*** Record extracts ***

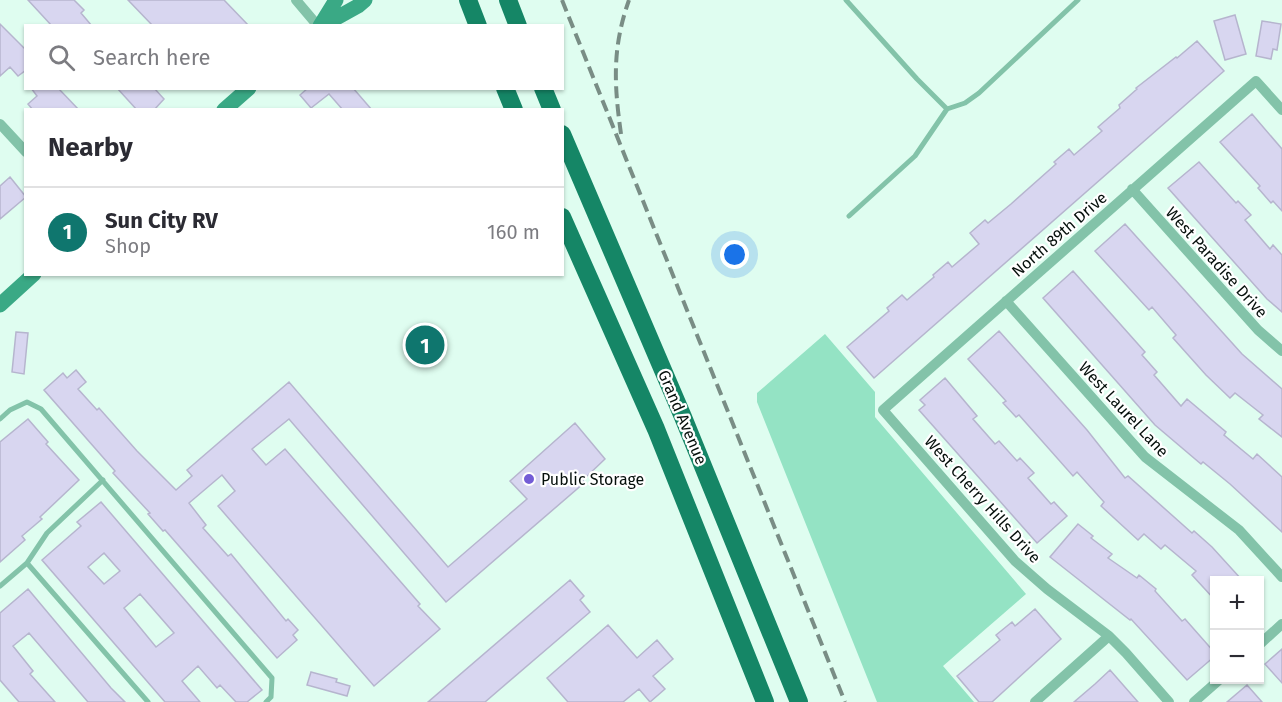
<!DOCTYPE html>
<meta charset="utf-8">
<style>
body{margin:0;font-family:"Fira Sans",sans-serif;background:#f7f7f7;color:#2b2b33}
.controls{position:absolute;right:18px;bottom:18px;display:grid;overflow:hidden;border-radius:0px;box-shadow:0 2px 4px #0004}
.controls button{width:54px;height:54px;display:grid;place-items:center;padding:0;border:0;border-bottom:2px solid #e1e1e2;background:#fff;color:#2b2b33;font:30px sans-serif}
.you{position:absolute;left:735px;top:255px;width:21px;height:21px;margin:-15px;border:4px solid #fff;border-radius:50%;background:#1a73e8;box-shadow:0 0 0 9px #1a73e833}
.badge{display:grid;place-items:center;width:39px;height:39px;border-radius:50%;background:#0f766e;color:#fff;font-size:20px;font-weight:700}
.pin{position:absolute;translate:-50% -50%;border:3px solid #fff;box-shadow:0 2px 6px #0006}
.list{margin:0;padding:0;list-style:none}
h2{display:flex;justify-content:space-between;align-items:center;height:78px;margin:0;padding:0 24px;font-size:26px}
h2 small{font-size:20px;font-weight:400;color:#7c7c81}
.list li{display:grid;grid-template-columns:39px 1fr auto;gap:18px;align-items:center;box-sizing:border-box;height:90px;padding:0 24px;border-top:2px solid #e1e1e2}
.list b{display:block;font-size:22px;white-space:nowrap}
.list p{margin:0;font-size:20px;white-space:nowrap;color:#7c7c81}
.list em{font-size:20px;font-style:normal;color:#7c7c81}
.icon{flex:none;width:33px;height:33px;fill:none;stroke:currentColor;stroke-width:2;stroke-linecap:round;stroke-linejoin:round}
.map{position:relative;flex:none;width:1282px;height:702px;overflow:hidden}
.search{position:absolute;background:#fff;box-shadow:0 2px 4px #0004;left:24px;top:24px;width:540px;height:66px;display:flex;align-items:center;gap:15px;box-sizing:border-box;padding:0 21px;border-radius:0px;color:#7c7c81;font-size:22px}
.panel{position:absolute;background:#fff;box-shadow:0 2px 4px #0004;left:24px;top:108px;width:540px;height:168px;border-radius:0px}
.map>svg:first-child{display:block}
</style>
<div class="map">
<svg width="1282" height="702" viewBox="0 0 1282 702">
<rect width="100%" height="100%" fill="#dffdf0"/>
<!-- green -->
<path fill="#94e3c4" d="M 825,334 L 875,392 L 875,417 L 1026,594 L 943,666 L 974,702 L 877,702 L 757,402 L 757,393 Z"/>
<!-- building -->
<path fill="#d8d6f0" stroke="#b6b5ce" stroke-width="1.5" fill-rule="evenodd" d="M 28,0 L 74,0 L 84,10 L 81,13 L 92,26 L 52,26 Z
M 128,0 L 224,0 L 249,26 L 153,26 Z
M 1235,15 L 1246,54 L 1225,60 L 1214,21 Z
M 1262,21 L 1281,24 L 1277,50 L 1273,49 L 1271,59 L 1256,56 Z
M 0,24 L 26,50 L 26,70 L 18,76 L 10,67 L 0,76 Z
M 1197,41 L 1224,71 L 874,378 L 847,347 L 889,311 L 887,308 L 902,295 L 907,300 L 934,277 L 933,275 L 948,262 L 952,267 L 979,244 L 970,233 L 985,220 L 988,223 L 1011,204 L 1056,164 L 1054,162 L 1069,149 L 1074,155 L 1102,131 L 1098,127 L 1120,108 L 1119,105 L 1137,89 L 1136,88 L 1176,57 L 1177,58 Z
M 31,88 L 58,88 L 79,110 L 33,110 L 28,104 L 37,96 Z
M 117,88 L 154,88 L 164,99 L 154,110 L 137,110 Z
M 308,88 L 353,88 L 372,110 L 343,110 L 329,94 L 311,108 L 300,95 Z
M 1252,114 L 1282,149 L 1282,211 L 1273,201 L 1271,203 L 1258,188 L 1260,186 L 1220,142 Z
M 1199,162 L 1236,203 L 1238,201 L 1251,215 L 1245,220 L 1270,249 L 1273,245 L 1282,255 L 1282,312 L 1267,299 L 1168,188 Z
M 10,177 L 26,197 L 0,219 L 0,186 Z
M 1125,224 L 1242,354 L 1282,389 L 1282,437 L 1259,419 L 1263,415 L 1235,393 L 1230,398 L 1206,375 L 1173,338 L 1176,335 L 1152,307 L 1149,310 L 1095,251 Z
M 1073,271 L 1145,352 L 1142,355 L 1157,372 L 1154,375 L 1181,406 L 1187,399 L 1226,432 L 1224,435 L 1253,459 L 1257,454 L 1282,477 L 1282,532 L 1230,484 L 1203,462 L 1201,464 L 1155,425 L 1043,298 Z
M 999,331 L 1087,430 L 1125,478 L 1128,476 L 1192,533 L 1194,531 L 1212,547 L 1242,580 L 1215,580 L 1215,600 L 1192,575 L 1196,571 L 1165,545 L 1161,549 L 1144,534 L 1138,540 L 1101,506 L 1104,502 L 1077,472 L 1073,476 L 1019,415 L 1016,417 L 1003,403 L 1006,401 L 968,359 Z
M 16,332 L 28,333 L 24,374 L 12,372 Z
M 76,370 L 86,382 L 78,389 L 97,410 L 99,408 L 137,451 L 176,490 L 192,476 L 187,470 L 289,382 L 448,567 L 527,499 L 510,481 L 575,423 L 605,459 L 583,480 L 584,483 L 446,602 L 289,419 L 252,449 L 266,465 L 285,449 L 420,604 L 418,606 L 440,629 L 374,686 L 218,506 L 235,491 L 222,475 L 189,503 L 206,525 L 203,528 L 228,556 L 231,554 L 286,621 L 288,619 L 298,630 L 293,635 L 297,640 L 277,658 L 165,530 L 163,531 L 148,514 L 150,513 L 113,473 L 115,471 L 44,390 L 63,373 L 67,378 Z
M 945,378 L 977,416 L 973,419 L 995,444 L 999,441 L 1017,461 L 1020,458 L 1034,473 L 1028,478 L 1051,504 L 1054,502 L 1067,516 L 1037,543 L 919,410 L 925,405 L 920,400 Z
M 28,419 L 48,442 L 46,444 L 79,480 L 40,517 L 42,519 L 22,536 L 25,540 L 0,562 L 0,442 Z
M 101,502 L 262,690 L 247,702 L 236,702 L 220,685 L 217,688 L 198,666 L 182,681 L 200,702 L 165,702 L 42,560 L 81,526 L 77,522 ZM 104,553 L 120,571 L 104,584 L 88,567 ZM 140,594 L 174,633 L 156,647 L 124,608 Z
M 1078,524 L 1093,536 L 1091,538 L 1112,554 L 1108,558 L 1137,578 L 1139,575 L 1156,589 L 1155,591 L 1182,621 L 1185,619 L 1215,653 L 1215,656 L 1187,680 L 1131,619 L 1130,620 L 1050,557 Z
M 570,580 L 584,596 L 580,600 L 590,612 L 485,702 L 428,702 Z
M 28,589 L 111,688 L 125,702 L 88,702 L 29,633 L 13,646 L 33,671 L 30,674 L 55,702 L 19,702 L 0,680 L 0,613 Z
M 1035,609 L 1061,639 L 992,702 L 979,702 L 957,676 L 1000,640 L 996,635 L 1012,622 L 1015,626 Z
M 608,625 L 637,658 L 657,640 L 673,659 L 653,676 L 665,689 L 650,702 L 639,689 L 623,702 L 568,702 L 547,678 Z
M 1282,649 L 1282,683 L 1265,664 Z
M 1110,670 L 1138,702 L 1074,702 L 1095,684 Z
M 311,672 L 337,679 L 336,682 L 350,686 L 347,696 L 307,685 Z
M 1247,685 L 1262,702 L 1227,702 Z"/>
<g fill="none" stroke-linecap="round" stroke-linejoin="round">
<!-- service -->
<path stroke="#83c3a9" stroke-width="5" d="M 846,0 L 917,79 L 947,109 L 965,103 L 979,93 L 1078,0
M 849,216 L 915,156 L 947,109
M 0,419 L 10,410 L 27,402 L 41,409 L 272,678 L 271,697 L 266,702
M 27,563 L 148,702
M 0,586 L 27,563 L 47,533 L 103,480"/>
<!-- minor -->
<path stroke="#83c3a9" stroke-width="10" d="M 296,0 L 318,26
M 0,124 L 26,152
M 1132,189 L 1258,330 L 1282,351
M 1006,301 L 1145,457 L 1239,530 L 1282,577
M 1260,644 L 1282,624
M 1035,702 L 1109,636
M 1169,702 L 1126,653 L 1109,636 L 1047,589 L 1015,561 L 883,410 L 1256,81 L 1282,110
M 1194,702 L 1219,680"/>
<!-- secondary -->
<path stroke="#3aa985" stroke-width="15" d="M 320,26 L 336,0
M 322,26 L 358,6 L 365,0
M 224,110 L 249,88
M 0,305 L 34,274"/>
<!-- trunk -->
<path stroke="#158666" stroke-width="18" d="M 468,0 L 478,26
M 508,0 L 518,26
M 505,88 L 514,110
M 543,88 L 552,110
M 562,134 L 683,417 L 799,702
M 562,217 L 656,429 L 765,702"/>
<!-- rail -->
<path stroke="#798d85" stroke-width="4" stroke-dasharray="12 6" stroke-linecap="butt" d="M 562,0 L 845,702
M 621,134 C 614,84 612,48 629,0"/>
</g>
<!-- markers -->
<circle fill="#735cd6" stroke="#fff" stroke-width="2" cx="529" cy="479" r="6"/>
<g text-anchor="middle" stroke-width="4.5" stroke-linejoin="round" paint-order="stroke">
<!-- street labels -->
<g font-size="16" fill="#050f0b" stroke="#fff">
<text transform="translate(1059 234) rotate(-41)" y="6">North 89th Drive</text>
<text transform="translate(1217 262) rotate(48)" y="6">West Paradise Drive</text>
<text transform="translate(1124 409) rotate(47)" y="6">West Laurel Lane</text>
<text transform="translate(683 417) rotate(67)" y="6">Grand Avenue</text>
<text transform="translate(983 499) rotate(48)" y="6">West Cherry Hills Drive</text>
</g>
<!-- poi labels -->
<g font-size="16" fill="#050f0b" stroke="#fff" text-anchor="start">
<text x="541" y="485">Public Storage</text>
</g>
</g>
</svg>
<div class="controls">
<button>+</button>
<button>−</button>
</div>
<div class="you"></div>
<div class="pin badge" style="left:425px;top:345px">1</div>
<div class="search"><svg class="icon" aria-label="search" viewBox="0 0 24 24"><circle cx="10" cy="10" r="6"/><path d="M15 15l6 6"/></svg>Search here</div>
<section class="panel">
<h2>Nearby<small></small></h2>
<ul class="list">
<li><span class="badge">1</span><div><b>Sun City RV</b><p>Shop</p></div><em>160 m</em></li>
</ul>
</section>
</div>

*** End of Record extracts ***

### Task description
Each line that holds the string "stroke" is to be copied from the entries above.

### Solution to this problem
.icon{flex:none;width:33px;height:33px;fill:none;stroke:currentColor;stroke-width:2;stroke-linecap:round;stroke-linejoin:round}
<path fill="#d8d6f0" stroke="#b6b5ce" stroke-width="1.5" fill-rule="evenodd" d="M 28,0 L 74,0 L 84,10 L 81,13 L 92,26 L 52,26 Z
<g fill="none" stroke-linecap="round" stroke-linejoin="round">
<path stroke="#83c3a9" stroke-width="5" d="M 846,0 L 917,79 L 947,109 L 965,103 L 979,93 L 1078,0
<path stroke="#83c3a9" stroke-width="10" d="M 296,0 L 318,26
<path stroke="#3aa985" stroke-width="15" d="M 320,26 L 336,0
<path stroke="#158666" stroke-width="18" d="M 468,0 L 478,26
<path stroke="#798d85" stroke-width="4" stroke-dasharray="12 6" stroke-linecap="butt" d="M 562,0 L 845,702
<circle fill="#735cd6" stroke="#fff" stroke-width="2" cx="529" cy="479" r="6"/>
<g text-anchor="middle" stroke-width="4.5" stroke-linejoin="round" paint-order="stroke">
<g font-size="16" fill="#050f0b" stroke="#fff">
<g font-size="16" fill="#050f0b" stroke="#fff" text-anchor="start">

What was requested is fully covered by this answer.